While many people think that l-carnitine and acetyl l carnitine are interchangeable, the two actually are biochemically different. While you can substitute acetyl L-carnitine (ALC) for L-carnitine (LC), it has its own properties that make it unique.
Acetyl L Carnitine
Acetyl L carnitine is closely related to L-carnitine. It is an L-carnitine molecule that has attached acetic acid. Acetic acid is a weak acid commonly found in vinegar. While ALC can be used in place of LC as an essential amino acid, it has unique properties that separate it from LC.
ALC is used to treat patients with cognitive function disorders such as age-related dementia and Alzheimer's disease. As a matter of fact, in his book, The Brain Trust Program, Dr. Larry McCleary recommends ALC supplementation to improve memory and cognitive function, as well as to decrease migraine headaches and brain fog associated with menopause.
The acetyl group in ALC can combine with choline in the body. This creates acetylcholine, a compound that helps improve nerve function. This may be, in part, why ALC is effective in improving cognitive impairment. Other neurological conditions that may benefit from ALC include fibromyalgia and Parkinson's disease.
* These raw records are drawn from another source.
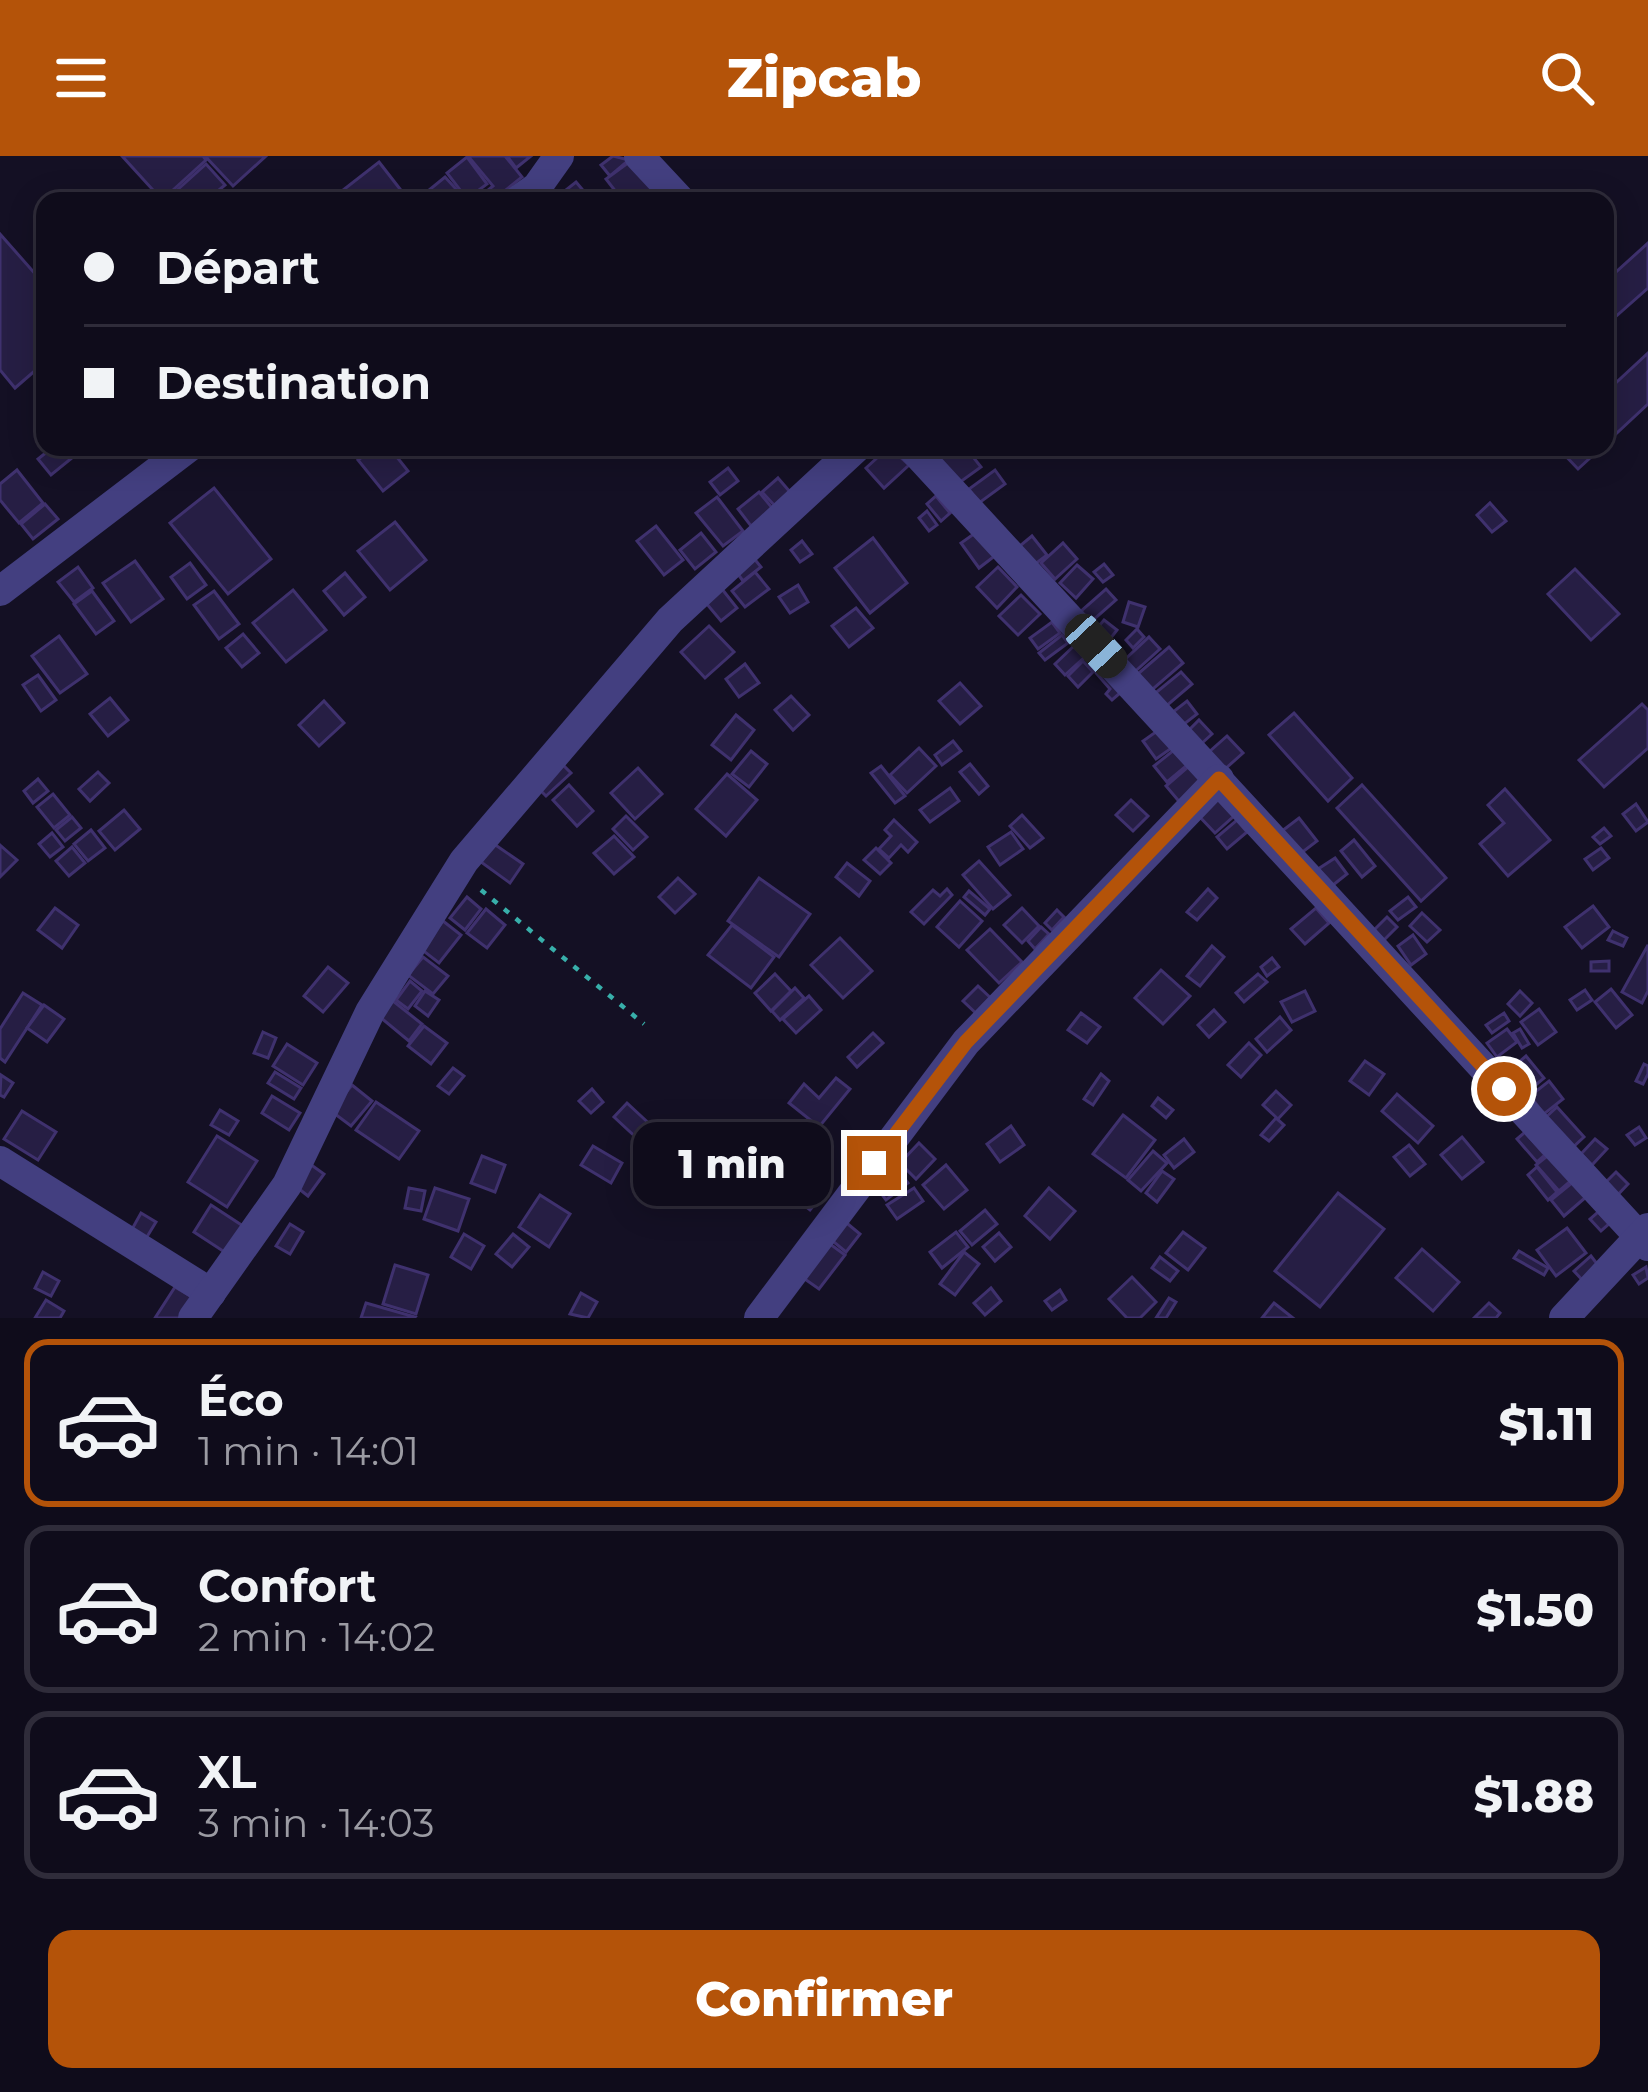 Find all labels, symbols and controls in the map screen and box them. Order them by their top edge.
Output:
icon: menu [48,45,114,111]
text: Zipcab [726,45,922,111]
icon: search [1534,45,1600,111]
text: Départ [156,240,320,295]
text: Destination [156,355,431,410]
car [1058,607,1134,685]
route start [1477,1062,1531,1116]
callout: 1 min [634,1121,832,1205]
route end [847,1136,901,1190]
text: 1 min [678,1140,786,1188]
icon: car [54,1369,162,1477]
text: Éco [198,1372,284,1427]
text: $1.11 [1499,1396,1594,1451]
text: 1 min · 14:01 [198,1427,419,1475]
icon: car [54,1555,162,1663]
text: Confort [198,1558,377,1613]
text: $1.50 [1476,1582,1594,1637]
text: 2 min · 14:02 [198,1613,435,1661]
icon: car [54,1741,162,1849]
text: XL [198,1744,256,1799]
text: $1.88 [1474,1768,1594,1823]
text: 3 min · 14:03 [198,1799,435,1847]
button: Confirmer [48,1930,1600,2068] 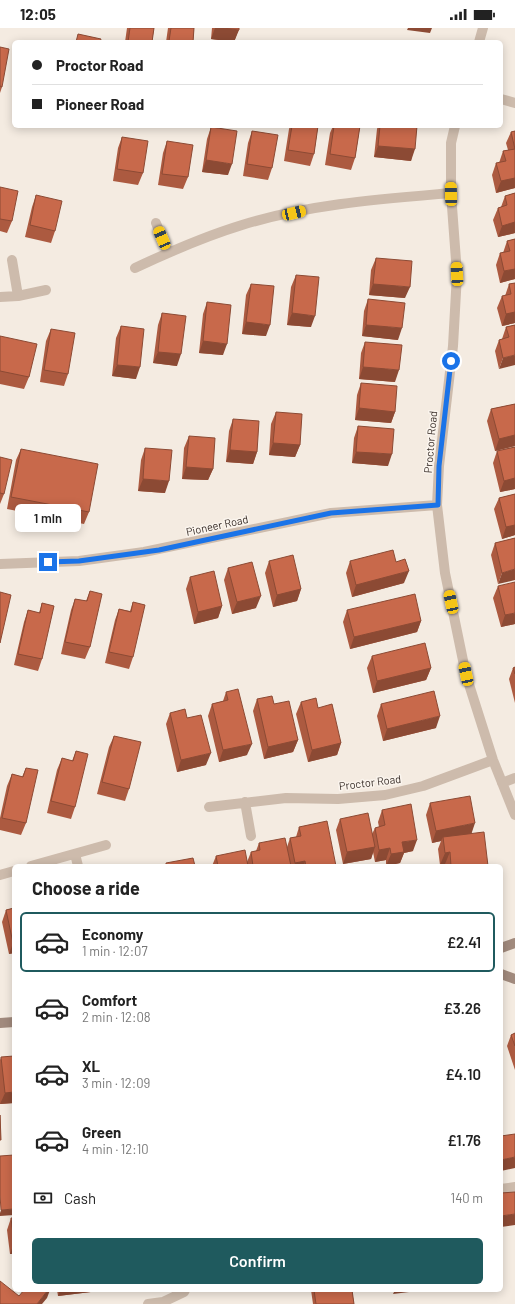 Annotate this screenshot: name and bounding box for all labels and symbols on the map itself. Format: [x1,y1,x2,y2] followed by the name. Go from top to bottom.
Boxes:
[445,182,457,206] car
[281,204,307,222] car
[152,225,172,251] car
[450,262,464,286] car
[442,352,460,370] route start
[421,410,439,474] street label: Proctor Road
[15,504,81,532] callout: 1 min
[185,512,249,538] street label: Pioneer Road
[39,553,57,571] route end
[443,589,459,615] car
[458,661,474,687] car
[338,772,402,792] street label: Proctor Road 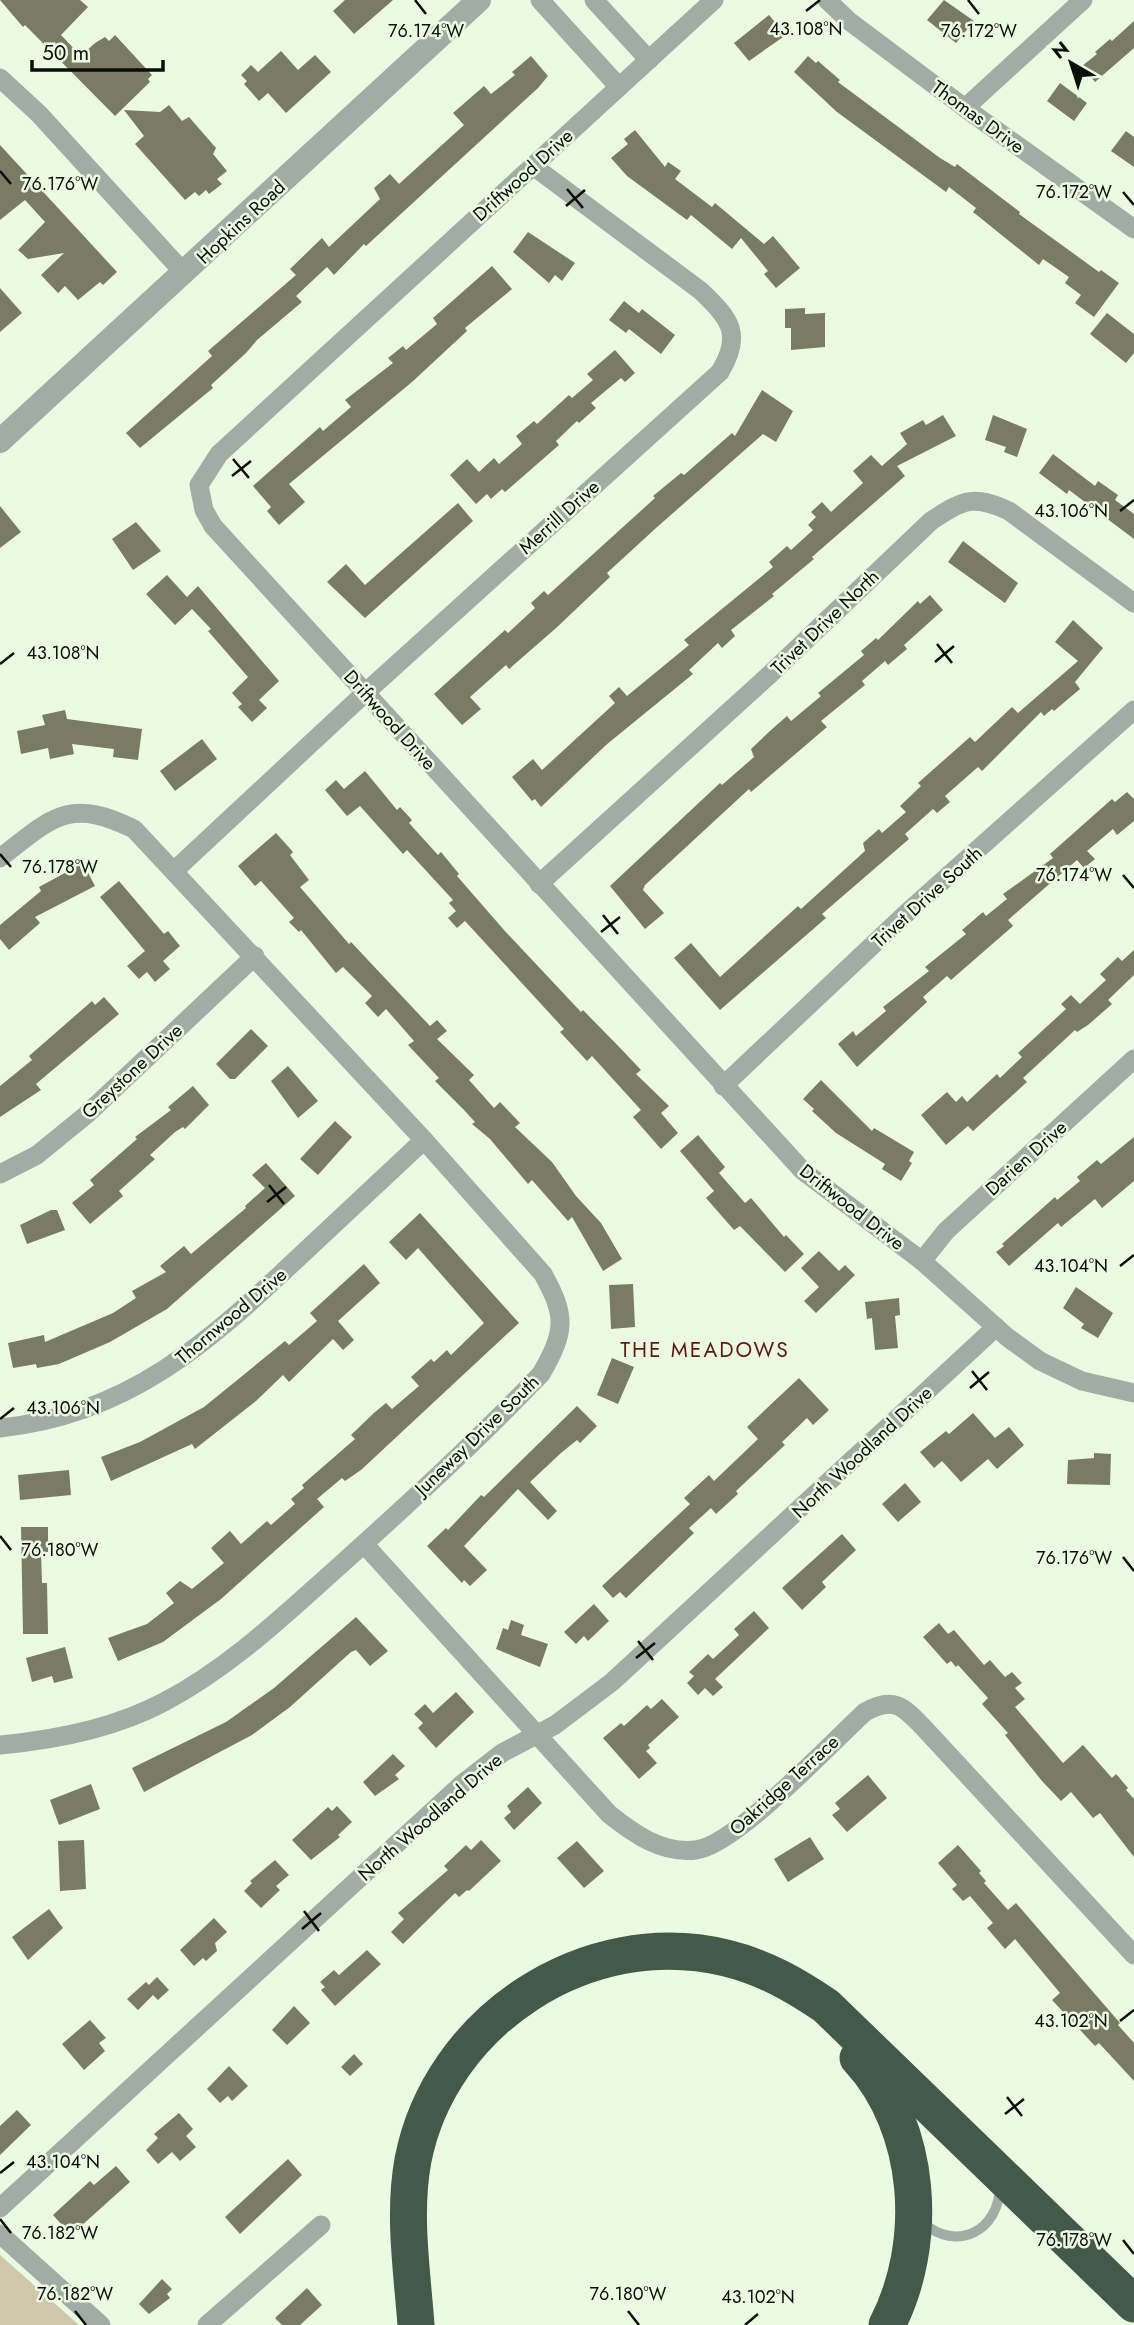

Age-Related Nervous System Disorders
ALC protects the nervous system. Older adults who demonstrated age-related nervous system disorders such as forgetfulness, depression, and decreased mental alertness, frequently test with low levels of ALC.
Cell Mitochondria Revitalization
ALC improves the energy production of cell mitochondria, which improves cell function and cell energy reserves.
ALC may be beneficial in treating many disorders, such as:
- Alcoholism-related cognitive problems
- Cognitive disorders related to Lyme Disease
- Down syndrome
- Male infertility
- Low testosterone
- Diabetic neuropathy
- Alcohol cravings associated with alcoholism
- Peyronie's disease
Vegetarians--both lacto-ovo and vegan--are susceptible to ALC deficiency. Signs of ALC deficiency include:
- Heart irregularities
- Muscle cramping
- Muscle fatigue
No known toxic levels have been established for ALC. While there is no known toxicity, it is best to be cautious when supplementing. Talk with your doctor before supplementing with ALC.
Sources of ALC
Your body produces some ALC; however, most of it comes from meat sources such as lamb and beef. You can also supplement ALC.
A 2005 Wayne University study conducted by Anders Sima et al. and printed in the American Diabetes Association publication, Diabetes Care examined the effects of ALC on diabetic patients who took the supplement for 52 weeks. The study concluded that ALC helped reduce symptoms associated with diabetic neuropathy and assisted in nerve tissue regeneration.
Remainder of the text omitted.